Buffy, agreed, she's the author and can do what she wants. But I still think the use of French spellings of common words is pretty much a smeerp and pretentious because it calls attention to itself. So unless the society is overtly French beyond a few spellings and a race name, I believe the choice is a fail.

Bernita said...

Phoenix said: remember that an agent is out to uncover the unique in stories.
Word.

batgirl said...

Is the heroine's name meant to evoke the historical Marguerite de Navarre?
http://en.wikipedia.org/wiki/Marguerite_de_Navarre
My first thought on seeing the name was that this was alt-hist. I like the idea of drawing the imagined world from French sources instead of the usual Celtic or Germanic, but I'm curious whether it's carried through or mostly superficial.

Heather Munn said...

EE, you think subordinates are more likely to live in compounds? Sounds like you've never been to Africa.

The rich live in walled compounds so the poor don't steal their stuff, or hang round their houses and beg.

Evil Editor said...

Guess it depends on which African country you're talking about. According to Random House dictionary:

1.
(in the Far East) an enclosure containing residences, business offices, or other establishments of Europeans.

2.
(in Africa) a similar enclosure for native laborers.

3.
any enclosure, esp. for prisoners of war.

Heather Munn said...

Michelle, I would say don't hold back on us in any way. I think Phoenix is right that you CAN do a bit of tease in a query, but I still feel like that's the same kind of advice as "It's okay to break the rules of writing sometimes." It think those things are reserved for the pros.

Basically, spoilers are good. The reaction to a spoiler is first "He did WHAT!" and then "Oh crap, why'd you tell me that?" Anything that makes your agent say "He did WHAT!" is very, very good, and your agent's not going to say the second thing, because she's not reading your book for pleasure. She's reading it to find out if it's any good, and the sooner she knows yes or no the happier she is.

So, tell us the guy's name, tell us who attacked the compound and why, (without worrying about all the details--how 'bout two words that give us what the attackers look like, maybe "strange magical monsters", "murderous invisible attackers," "lethal winged pigs"?) And tell us what her choice is a bit later in the book.
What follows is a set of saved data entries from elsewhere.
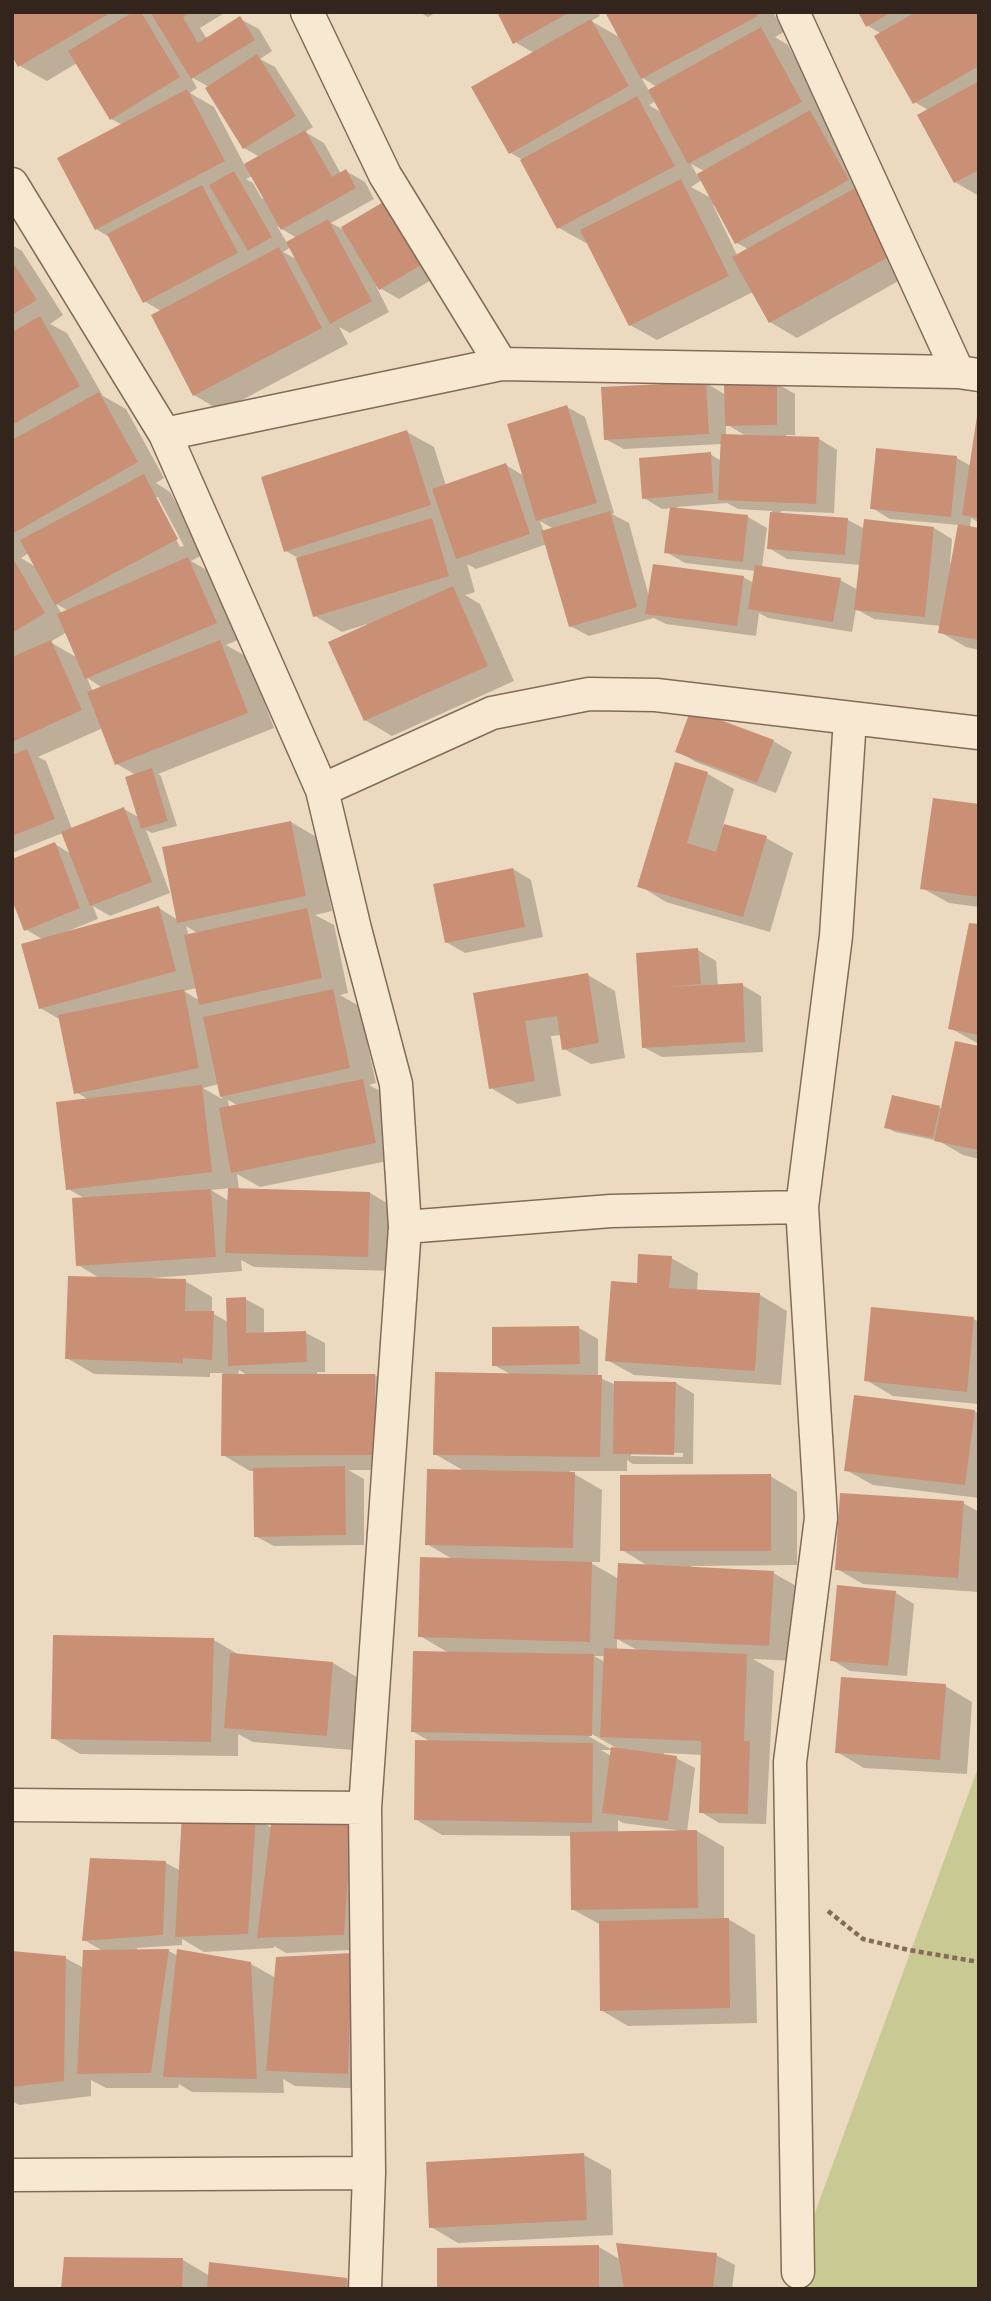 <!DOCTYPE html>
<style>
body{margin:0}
#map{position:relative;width:991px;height:2301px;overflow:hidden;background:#ecdac0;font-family:"Noto Serif",serif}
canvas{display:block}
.frame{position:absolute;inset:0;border:14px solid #34251c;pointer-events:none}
</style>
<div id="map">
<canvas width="991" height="2301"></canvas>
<div class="frame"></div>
</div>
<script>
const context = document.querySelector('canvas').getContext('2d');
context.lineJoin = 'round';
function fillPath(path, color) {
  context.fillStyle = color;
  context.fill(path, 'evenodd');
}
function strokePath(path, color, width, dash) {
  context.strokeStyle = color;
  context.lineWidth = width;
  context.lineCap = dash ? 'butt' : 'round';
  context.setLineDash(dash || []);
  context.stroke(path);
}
fillPath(new Path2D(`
 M979,1765V2289H787Z`), '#c9c994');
fillPath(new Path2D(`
 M12,12H226L200,28L207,39L240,19L259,29L272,51L260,59L275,67L313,127L305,132L324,143L341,174L346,171L365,182L374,199L331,223L342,229L390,200L445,272L399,299L376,286L389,312L350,333L339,327L348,344L221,411L194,395L161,311L144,301L111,238L96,229L123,125L111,119L77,63L47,81L20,66ZM191,77L209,87L244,148L260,157L245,166L214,107L190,93L197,88ZM252,176L265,198L262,199L253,183L246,179ZM277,226L297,238L287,243ZM291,247L298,260L283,252Z
 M419,12H437L428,17Z
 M499,12H598L600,16L591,21L621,38L607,12H773L784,32L775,37L788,45L828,118L824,120L837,127L918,270L797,338L770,322L753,292L657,340L630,325L588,242L586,243L559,228L521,159L511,153L534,53L515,42ZM641,77L657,87L649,91ZM656,101L662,113L649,105ZM691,164L704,171L697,175ZM702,180L713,199L691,187ZM715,204L737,243L748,249L737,255L713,205Z
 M860,12H979V196L955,182L928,110L915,102L882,34L868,26Z
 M12,245L22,251L63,315L50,324L67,333L103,396L126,409L164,478L156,483L170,492L204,554L191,561L215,575L242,638L226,645L247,657L274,728L158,774L161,776L177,826L152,833L146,830L170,893L110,916L93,906L98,919L68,931L69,933L159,908L178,920L291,822L318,838L332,911L315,915L334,925L348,993L340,995L359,1006L376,1083L369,1085L389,1096L402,1158L260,1187L237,1174L239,1190L370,1193L397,1209L394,1271L254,1267L241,1260L242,1271L153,1278V1280L185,1281L212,1297V1313L228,1322L245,1299L264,1309V1334L306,1333L325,1343V1372H317V1376L375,1375L402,1391L401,1470H348L364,1479V1545L274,1546L255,1536V1471H250L223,1455V1373H210V1377L94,1374L67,1358L101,1279L78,1265L86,1199L68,1189L89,1100L76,1092L61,1020L40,1008L44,940L25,929L55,844L71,854L63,833L12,853ZM154,497H158L184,546L180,547ZM29,553L36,567L21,558ZM56,604L69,611L62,614ZM67,632L78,658L50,642ZM87,678L103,688L93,692ZM103,728L117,764L136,775L140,818L124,809L72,829L46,761L38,757ZM186,926L199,934L189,936ZM197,988L200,1001L184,991ZM219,1084L222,1099L203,1088ZM228,1100L239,1106L229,1108ZM230,1188L229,1201L211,1190ZM239,1370L249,1376H238Z
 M706,383L726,395L776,383L795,394V435H786V438L819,439L837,450L834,513L781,511L780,514L848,520L865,529L934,528L952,539L950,563L952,564L960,525L890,519L872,508L957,458L971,466L979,418V523L971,518L970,528L979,529V650L966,647L940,632L941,626L874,619L856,609L852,632L768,618L759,613L756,636L666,624L654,618L589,636L570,626L547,544L476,569L467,564L475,592L465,595L480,604L514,681L392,736L365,720L367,624L342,632L315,616L298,558L286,551L407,432L434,447L446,486L506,465L524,476L567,407L585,417L614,513L612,514L629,523L649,597L743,577L754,583L756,571L685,563L666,552L672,508L662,509L644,498L710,454L721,461L722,444L624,449L605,439ZM726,424L748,437L726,436ZM727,503L738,509L772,511L769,548L787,559L861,565L858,590L840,580L762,567L767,528L748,517L677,509V507ZM540,521L554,529L544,532Z
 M773,741L792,752L776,793L696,762L677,751Z
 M676,764L708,774L734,789L723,826L766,838L793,853L770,932L666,902L640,886Z
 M979,806V907L949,903L922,888Z
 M513,869L531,880L543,937L465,953L446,942Z
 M979,926V1044L950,1028Z
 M698,950L716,961L718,986L742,985L761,996L763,1052L662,1057L643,1047L638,955Z
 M588,975L615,991L625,1058L591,1064L564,1049L561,1035L551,1036L561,1096L518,1104L491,1088L475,994Z
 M979,1048V1159L963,1155L939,1141L895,1132L886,1127L940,1108L942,1109Z
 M671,1258L698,1273L697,1291L760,1295L787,1311L781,1385L634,1375L607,1360L638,1285Z
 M974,1319L979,1322V1404L893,1396L866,1380Z
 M579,1328L598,1339V1377L616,1385L676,1383L694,1394L693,1464H633L627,1460V1471H569L602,1490L600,1562H589L619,1579L650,1567L622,1550L770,1476L797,1492V1565L691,1566V1569L773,1573L800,1588L796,1661L753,1659L774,1671L766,1824L719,1823L701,1812L702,1755L664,1753V1756L676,1758L695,1768L687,1832L697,1831L724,1847V1919H728L755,1935L757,2023L628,2026L601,2010V1925L572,1909V1836L442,1835L415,1819L431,1742L412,1731L449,1653L420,1636L454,1560L427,1544L466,1472L435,1454L512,1375L494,1365ZM631,1452L683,1453V1457L631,1456ZM617,1639L639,1651L617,1650ZM594,1656H605V1662ZM585,1730L618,1749H611L583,1733ZM601,1750H612L611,1756ZM618,1820L623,1823L676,1830V1832L618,1833Z
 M974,1411L979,1414V1498L873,1485L846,1470Z
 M963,1503L979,1512V1592L863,1584L837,1569Z
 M839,1587L896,1593L914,1604L907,1676L850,1671L832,1660Z
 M214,1640L241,1656L333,1663L360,1679L354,1750L253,1742L238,1734V1756L80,1754L53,1738Z
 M945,1686L972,1702L967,1774L864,1768L837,1752Z
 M256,1818L272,1828L352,1821L371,1949L286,1953L274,1946V1948L204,1952L182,1939V1945L137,1948V1951H169L178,1956L251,1964L276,1978L351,1955L374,2089L295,2086L283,2079L284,2093L192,2092L179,2084L178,2088H106L91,2080V2096L19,2105L12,2101V1953L65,1958L84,1968L105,1952L84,1940L166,1863L181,1871Z
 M584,2155L611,2170L613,2235L458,2243L431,2227Z
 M599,2247L621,2260L716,2255L735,2265L732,2289H439Z
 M183,2260L210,2276L347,2280L362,2289H63Z`), '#0003');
fillPath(new Path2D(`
 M12,12H112L18,67L12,56Z
 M133,12H141L180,77L110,120L68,51Z
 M150,12H191L183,17L198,43L240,16L255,40L191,79Z
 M497,12H570L513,44Z
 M605,12H756L758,16L641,79Z
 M858,12H892L866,27Z
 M916,12H979V66L913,104L874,36Z
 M591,19L629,86L509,154L471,87Z
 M761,27L802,102L688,164L648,90Z
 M257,54L296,116L243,149L205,88Z
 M979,81V170L954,183L917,115Z
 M187,89L225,161L95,230L57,158Z
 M637,96L675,166L557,229L520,160Z
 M810,110L849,180L735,244L697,174Z
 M305,130L332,177L346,169L356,188L281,230L244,164Z
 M234,171L272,237L248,251L209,185Z
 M681,179L729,276L629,326L580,230Z
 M202,185L238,253L143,303L107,234Z
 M855,188L892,255L769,323L732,257Z
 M390,198L428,261L379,290L341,227Z
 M328,219L372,301L330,324L286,242Z
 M279,247L322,328L193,396L151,315Z
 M12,261L37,300L12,315Z
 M40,316L80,386L12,425V332Z
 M777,381V425L725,426L724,383Z
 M706,382L709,434L604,440L601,387Z
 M99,392L138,462L12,534V440Z
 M567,405L597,503L536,521L507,424Z
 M977,416H979V518L962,515Z
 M407,430L431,505L284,552L261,477Z
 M721,434L819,437L816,504L718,500Z
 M876,448L957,456L951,517L870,509Z
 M711,452L713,493L642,499L639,458Z
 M506,463L530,534L456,559L432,489Z
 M144,474L178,539L55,605L20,540Z
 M670,507L748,515L743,562L664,553Z
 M610,511L637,607L569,627L541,531Z
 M770,512L848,518L845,555L767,549Z
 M432,518L449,576L313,617L296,558Z
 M864,519L934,527L925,617L854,610Z
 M958,524L979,528V640L938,633Z
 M12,557L45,613L12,633Z
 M188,557L217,623L85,679L57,614Z
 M653,564L744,576L737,626L645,614Z
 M755,565L841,578L833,622L748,609Z
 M453,586L488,666L364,721L328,642Z
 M51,640L82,710L12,742V657Z
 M220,640L248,713L115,765L87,692Z
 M691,709L774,740L757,783L675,752Z
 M27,749L55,819L12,836V755Z
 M675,762L708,772L687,843L716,852L724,824L767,836L743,917L637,887Z
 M152,768L168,821L141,829L125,777Z
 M933,798L979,804V897L920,889Z
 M124,807L152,882L90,906L61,832Z
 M291,821L306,896L177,923L162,847Z
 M55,842L80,908L24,931L12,900V859Z
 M513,868L525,927L445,943L433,884Z
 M159,906L176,971L39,1009L21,944Z
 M307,908L322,978L199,1005L184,935Z
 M969,923L979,924V1035L948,1029Z
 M698,948L701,984L669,987L743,983L745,1042L642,1048L636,953Z
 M588,973L599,1043L562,1050L557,1016L525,1021L535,1081L489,1089L473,993Z
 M184,989L199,1068L74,1094L58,1015Z
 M333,989L350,1068L220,1097L203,1017Z
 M955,1041L979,1046V1150L934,1141Z
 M363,1079L376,1143L231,1173L219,1108Z
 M202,1085L212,1172L66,1190L56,1102Z
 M892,1095L940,1106L933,1138L884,1128Z
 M228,1188L370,1192L368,1257L225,1253Z
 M211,1189L216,1257L76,1266L72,1198Z
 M638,1254L672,1256L669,1288L760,1293L755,1371L605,1361L611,1281L637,1283Z
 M68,1276L186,1279L185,1311H214L212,1360L183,1358V1363L65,1359Z
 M246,1297V1333L306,1331L307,1362L228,1366L226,1298Z
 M871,1307L974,1317L967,1392L864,1381Z
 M579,1326L580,1364L492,1366V1327Z
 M435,1372L602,1375L600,1457L433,1455Z
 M222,1374H375V1455L221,1456Z
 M614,1381L676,1382L674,1455L613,1454Z
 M854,1395L975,1410L965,1485L844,1471Z
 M345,1466L346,1535L254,1537L253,1468Z
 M427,1469L575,1472L573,1548L425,1545Z
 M771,1474V1551H620V1475Z
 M840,1493L964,1501L958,1578L835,1570Z
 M420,1557L592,1562L590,1642L418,1637Z
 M618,1563L774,1571L769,1646L614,1639Z
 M837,1585L896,1591L888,1666L830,1661Z
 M53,1635L214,1638L211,1742L51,1739Z
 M604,1648L747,1654L744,1741H750L748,1814L699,1813L701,1741L600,1737Z
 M413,1651L594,1654L592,1736L411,1732Z
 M230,1653L333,1662L327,1736L224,1728Z
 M841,1677L946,1684L940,1760L835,1753Z
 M415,1740L593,1743L592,1823L414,1820Z
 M611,1747L677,1756L668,1821L602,1813Z
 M182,1814L256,1816L248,1934L175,1937Z
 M272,1816L352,1819L344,1935L257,1938Z
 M697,1830L698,1908L571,1910L570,1832Z
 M90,1858L166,1861L163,1935L82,1941Z
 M729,1918L730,2008L600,2011L599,1921Z
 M169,1949L151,2073L77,2074L83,1950Z
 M177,1949L251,1962L257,2079L163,2077Z
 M12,1951L66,1956L64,2081L12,2087Z
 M352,1953L348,2074L266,2071L276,1957Z
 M584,2153L587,2220L429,2228L426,2162Z
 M616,2243L717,2253L713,2289H624Z
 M599,2245V2289H437V2248Z
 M64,2257L183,2258L182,2289H61Z
 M209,2262L347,2278L346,2289H207Z`), '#c99076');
const street = new Path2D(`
 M307,12L385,175L501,364
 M793,12L958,372
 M12,184L165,434L322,790L355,929L396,1084L405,1227L365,1808L369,2173L365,2289
 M165,434L501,364L958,372L979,375
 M322,790L492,713L589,694L656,695L979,733
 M405,1227L611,1211L802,1207
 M12,1805L365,1808
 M12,2175L369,2173
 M798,2272L790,1762L821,1518L802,1207L836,936L850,718`);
strokePath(street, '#846b58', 35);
strokePath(new Path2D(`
 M828,1911L863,1939L909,1950L979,1962`), '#846b58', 4.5, [5, 3.5]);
strokePath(street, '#f7e8d2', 32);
</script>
Someone pointed out to me that every book, and every movie too, has an Act I, Act II and Act III. In Act I the situation is set up and the initial choice is made, or the initial problem solved. In Act II the plot thickens, things get messy and bad, our hero is in desperate straits; in Act III comes the climax, the hero's final choice and action, and resolution. Think any trilogy you know: the first three Star Wars, The Lord of the Rings.

All that to say, you're giving us your character's Act I choice: whether to take action or not. (It's like in Lord of the Rings: is Frodo going to take the Ring to Mordor? That's his choice in the first movie.) What you need to be doing is summarizing the relevant bits of Acts I and II as briefly as possible and then focusing on Act III and its climax and choice in your main paragraph. It's hard to do this briefly; I suggest writing a longer version first so you don't frustrate yourself, and then working on shortening it.

Heather Munn said...

That's interesting, EE, I didn't know it was used both ways. I lived briefly in Nigeria, where compounds with walls topped with broken glass enclose the rich (Nigerians and foreigners) the way I described. (They also have "guards" who open and close the big metal gates for cars to go through. I once asked if these guards were paid extra since it's a position of trust, and the compound-dweller looked at me like I was nuts... and I thought "You are so going to get robbed.")

I bet the compounds in the dictionary are in South Africa, probably.

Evil Editor said...

Didn't they keep the prawns in a big compound in South Africa in District 9?